*What you should do*
Once you have read the listing below, write all of it out again exactly.

*Information given*
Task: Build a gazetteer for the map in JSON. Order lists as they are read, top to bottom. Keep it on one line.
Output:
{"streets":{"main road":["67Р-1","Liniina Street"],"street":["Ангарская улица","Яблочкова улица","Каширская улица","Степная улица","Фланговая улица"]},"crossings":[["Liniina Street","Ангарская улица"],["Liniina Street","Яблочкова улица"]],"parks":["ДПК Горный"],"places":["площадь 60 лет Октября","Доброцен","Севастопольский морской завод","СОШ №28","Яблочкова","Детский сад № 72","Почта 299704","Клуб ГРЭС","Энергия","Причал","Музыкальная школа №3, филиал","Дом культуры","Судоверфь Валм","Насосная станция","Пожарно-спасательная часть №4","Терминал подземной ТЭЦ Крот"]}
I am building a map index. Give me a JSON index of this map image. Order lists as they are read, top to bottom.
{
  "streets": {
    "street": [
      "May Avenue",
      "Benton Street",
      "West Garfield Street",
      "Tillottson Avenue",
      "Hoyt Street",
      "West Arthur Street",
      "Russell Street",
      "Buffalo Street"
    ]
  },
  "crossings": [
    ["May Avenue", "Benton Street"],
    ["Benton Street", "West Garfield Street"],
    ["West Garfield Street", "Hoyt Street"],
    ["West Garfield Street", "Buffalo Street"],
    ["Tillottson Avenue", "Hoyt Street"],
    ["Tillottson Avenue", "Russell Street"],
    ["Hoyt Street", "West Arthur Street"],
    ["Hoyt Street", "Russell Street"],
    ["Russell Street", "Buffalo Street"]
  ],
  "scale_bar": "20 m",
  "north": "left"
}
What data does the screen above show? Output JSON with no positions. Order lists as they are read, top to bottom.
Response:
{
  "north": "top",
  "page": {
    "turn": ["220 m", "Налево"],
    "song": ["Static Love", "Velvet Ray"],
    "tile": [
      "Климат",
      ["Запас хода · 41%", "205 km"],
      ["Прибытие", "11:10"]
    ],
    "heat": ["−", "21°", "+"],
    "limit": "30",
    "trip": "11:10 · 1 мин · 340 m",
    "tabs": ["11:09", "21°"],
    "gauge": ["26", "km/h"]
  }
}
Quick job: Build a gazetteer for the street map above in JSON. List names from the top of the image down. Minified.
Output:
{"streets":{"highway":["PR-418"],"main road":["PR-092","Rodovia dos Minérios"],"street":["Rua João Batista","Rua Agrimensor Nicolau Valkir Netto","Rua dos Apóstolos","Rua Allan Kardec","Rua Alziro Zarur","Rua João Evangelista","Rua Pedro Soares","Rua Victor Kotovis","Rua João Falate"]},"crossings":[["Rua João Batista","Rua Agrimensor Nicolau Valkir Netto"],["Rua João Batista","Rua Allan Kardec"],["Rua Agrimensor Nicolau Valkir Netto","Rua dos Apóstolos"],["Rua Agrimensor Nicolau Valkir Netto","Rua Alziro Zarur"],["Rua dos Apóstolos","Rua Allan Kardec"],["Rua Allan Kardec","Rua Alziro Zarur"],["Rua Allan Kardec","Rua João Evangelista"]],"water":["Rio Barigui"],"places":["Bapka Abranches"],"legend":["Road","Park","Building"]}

*Written solution*
Task: Build a gazetteer for the map in JSON. Order lists as they are read, top to bottom. Keep it on one line.
Output:
{"streets":{"main road":["67Р-1","Liniina Street"],"street":["Ангарская улица","Яблочкова улица","Каширская улица","Степная улица","Фланговая улица"]},"crossings":[["Liniina Street","Ангарская улица"],["Liniina Street","Яблочкова улица"]],"parks":["ДПК Горный"],"places":["площадь 60 лет Октября","Доброцен","Севастопольский морской завод","СОШ №28","Яблочкова","Детский сад № 72","Почта 299704","Клуб ГРЭС","Энергия","Причал","Музыкальная школа №3, филиал","Дом культуры","Судоверфь Валм","Насосная станция","Пожарно-спасательная часть №4","Терминал подземной ТЭЦ Крот"]}
I am building a map index. Give me a JSON index of this map image. Order lists as they are read, top to bottom.
{
  "streets": {
    "street": [
      "May Avenue",
      "Benton Street",
      "West Garfield Street",
      "Tillottson Avenue",
      "Hoyt Street",
      "West Arthur Street",
      "Russell Street",
      "Buffalo Street"
    ]
  },
  "crossings": [
    ["May Avenue", "Benton Street"],
    ["Benton Street", "West Garfield Street"],
    ["West Garfield Street", "Hoyt Street"],
    ["West Garfield Street", "Buffalo Street"],
    ["Tillottson Avenue", "Hoyt Street"],
    ["Tillottson Avenue", "Russell Street"],
    ["Hoyt Street", "West Arthur Street"],
    ["Hoyt Street", "Russell Street"],
    ["Russell Street", "Buffalo Street"]
  ],
  "scale_bar": "20 m",
  "north": "left"
}
What data does the screen above show? Output JSON with no positions. Order lists as they are read, top to bottom.
Response:
{
  "north": "top",
  "page": {
    "turn": ["220 m", "Налево"],
    "song": ["Static Love", "Velvet Ray"],
    "tile": [
      "Климат",
      ["Запас хода · 41%", "205 km"],
      ["Прибытие", "11:10"]
    ],
    "heat": ["−", "21°", "+"],
    "limit": "30",
    "trip": "11:10 · 1 мин · 340 m",
    "tabs": ["11:09", "21°"],
    "gauge": ["26", "km/h"]
  }
}
Quick job: Build a gazetteer for the street map above in JSON. List names from the top of the image down. Minified.
Output:
{"streets":{"highway":["PR-418"],"main road":["PR-092","Rodovia dos Minérios"],"street":["Rua João Batista","Rua Agrimensor Nicolau Valkir Netto","Rua dos Apóstolos","Rua Allan Kardec","Rua Alziro Zarur","Rua João Evangelista","Rua Pedro Soares","Rua Victor Kotovis","Rua João Falate"]},"crossings":[["Rua João Batista","Rua Agrimensor Nicolau Valkir Netto"],["Rua João Batista","Rua Allan Kardec"],["Rua Agrimensor Nicolau Valkir Netto","Rua dos Apóstolos"],["Rua Agrimensor Nicolau Valkir Netto","Rua Alziro Zarur"],["Rua dos Apóstolos","Rua Allan Kardec"],["Rua Allan Kardec","Rua Alziro Zarur"],["Rua Allan Kardec","Rua João Evangelista"]],"water":["Rio Barigui"],"places":["Bapka Abranches"],"legend":["Road","Park","Building"]}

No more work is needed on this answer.